▸ **Data excerpts**:
◇ ◇ ◇
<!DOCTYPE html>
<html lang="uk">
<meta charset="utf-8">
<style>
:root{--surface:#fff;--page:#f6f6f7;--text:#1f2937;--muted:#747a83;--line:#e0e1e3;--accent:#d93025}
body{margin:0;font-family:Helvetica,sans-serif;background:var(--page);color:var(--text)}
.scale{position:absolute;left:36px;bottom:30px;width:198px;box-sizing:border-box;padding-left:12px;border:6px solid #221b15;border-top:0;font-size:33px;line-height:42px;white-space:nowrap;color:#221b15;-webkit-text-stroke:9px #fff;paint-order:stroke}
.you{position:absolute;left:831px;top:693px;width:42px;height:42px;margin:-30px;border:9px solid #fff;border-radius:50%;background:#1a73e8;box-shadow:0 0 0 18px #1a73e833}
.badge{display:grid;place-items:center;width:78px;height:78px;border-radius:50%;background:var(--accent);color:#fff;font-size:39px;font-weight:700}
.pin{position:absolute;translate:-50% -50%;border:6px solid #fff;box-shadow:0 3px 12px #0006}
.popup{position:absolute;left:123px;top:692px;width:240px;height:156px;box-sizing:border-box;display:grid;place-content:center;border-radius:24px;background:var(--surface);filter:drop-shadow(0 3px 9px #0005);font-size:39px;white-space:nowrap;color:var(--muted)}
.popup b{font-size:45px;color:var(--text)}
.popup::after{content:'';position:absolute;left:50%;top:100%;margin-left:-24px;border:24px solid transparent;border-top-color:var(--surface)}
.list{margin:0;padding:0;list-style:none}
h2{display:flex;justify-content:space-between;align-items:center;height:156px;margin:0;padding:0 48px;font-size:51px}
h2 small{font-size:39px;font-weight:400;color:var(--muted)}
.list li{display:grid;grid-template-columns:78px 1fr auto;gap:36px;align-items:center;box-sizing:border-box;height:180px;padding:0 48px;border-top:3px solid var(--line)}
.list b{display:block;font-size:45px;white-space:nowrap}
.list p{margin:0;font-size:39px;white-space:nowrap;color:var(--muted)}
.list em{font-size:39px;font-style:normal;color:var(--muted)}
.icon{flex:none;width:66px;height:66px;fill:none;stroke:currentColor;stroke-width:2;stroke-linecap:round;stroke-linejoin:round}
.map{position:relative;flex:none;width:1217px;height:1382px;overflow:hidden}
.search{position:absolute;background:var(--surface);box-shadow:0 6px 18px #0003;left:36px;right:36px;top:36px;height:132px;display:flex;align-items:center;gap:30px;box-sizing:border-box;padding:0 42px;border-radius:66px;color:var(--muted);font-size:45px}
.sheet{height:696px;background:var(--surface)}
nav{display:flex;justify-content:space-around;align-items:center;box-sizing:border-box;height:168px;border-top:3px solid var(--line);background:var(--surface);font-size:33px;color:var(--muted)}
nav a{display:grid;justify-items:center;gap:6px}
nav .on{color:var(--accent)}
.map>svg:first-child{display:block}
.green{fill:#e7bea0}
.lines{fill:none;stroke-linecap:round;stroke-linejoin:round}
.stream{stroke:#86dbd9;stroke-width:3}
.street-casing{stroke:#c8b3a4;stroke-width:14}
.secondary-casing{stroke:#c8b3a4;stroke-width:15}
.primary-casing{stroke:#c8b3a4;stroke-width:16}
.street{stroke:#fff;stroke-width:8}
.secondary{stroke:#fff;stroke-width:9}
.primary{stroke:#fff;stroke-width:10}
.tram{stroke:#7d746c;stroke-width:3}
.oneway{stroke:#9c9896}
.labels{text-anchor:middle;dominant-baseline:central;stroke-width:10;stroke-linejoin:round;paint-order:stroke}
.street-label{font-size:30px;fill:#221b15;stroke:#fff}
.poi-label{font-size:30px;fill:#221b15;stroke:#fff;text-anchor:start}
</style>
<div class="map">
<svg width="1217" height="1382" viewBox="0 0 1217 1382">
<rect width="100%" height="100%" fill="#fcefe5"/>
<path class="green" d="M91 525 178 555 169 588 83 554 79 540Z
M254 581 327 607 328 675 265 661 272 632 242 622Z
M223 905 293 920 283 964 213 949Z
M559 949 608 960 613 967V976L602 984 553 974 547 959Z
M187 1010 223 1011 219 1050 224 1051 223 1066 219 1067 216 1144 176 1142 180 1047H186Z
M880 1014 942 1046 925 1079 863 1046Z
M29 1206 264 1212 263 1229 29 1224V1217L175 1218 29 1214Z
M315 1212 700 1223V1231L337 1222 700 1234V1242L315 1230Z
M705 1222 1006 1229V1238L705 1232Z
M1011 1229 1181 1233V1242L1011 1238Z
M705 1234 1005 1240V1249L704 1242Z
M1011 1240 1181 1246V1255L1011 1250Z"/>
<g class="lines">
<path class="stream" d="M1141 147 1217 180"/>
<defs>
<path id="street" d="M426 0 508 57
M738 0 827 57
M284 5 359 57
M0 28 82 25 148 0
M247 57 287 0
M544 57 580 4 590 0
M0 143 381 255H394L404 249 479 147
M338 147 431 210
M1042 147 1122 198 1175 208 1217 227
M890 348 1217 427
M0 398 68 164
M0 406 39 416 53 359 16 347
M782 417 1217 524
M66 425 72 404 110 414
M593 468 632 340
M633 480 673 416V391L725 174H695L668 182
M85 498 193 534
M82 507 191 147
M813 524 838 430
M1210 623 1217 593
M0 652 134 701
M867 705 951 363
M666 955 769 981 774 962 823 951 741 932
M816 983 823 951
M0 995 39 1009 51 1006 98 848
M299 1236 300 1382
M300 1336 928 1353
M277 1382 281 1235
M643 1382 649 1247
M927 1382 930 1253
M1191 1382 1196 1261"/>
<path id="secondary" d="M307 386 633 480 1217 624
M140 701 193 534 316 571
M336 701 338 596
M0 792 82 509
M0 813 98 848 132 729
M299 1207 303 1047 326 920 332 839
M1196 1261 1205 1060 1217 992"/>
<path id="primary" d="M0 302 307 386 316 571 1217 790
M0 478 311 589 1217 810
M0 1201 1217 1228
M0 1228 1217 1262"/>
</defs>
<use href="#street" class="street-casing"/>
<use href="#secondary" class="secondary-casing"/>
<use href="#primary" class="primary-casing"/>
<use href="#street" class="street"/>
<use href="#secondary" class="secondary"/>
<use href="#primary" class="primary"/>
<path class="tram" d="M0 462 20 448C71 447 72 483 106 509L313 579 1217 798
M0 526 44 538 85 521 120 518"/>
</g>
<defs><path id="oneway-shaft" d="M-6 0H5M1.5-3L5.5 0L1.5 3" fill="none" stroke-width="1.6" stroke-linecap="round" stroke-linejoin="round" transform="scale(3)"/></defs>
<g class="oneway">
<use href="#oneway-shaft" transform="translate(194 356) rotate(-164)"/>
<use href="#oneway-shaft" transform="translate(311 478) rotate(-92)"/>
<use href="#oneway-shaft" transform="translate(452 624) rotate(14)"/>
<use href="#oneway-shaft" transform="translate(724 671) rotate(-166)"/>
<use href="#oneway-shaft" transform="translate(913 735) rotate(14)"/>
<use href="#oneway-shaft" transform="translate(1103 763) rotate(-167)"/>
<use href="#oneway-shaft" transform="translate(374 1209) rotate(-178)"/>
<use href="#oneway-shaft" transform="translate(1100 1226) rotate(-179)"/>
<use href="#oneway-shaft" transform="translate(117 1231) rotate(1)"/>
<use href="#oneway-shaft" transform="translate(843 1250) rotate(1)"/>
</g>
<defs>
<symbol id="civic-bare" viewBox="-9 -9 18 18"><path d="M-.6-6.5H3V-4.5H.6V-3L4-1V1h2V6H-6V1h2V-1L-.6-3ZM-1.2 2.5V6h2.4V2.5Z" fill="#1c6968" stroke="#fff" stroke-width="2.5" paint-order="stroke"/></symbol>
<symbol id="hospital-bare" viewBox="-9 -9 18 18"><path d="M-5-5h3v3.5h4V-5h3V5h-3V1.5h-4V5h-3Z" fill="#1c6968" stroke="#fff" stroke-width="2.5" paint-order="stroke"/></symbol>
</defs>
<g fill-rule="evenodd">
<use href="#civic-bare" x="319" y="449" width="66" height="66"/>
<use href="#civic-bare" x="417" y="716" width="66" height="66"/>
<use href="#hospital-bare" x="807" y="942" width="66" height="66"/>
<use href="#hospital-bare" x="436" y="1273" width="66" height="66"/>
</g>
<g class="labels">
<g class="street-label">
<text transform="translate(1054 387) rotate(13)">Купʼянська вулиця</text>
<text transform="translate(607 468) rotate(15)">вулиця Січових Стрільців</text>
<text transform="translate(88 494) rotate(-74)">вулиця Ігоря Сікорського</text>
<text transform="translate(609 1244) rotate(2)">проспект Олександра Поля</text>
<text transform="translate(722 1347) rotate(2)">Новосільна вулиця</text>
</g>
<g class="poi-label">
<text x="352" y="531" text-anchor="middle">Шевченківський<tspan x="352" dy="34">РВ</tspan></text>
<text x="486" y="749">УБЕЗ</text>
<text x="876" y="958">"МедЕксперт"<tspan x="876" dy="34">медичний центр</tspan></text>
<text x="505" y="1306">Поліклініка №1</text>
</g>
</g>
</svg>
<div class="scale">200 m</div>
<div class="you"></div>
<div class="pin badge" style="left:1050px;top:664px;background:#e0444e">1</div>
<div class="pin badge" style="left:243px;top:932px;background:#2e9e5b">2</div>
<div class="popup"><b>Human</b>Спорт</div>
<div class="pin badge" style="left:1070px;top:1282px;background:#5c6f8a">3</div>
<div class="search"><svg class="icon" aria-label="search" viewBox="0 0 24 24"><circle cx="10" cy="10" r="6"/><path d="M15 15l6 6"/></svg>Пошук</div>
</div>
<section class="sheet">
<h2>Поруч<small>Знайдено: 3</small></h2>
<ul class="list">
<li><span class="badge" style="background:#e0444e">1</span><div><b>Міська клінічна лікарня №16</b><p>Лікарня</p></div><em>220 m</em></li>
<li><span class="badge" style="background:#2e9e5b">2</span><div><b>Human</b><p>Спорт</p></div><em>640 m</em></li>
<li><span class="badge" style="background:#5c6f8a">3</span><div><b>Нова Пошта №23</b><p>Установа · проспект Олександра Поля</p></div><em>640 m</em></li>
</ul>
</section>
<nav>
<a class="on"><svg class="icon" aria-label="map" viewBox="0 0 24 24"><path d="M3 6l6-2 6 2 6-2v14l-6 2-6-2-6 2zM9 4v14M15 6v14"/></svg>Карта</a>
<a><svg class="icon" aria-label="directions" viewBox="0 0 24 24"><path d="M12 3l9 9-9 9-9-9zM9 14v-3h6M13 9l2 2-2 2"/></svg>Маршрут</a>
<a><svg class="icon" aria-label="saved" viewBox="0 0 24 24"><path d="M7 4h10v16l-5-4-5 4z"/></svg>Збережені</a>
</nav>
◇ ◇ ◇
▸ **Task**: Each line above that has the word "white" should be copied.

▸ **Answer to this task**:
.scale{position:absolute;left:36px;bottom:30px;width:198px;box-sizing:border-box;padding-left:12px;border:6px solid #221b15;border-top:0;font-size:33px;line-height:42px;white-space:nowrap;color:#221b15;-webkit-text-stroke:9px #fff;paint-order:stroke}
.popup{position:absolute;left:123px;top:692px;width:240px;height:156px;box-sizing:border-box;display:grid;place-content:center;border-radius:24px;background:var(--surface);filter:drop-shadow(0 3px 9px #0005);font-size:39px;white-space:nowrap;color:var(--muted)}
.list b{display:block;font-size:45px;white-space:nowrap}
.list p{margin:0;font-size:39px;white-space:nowrap;color:var(--muted)}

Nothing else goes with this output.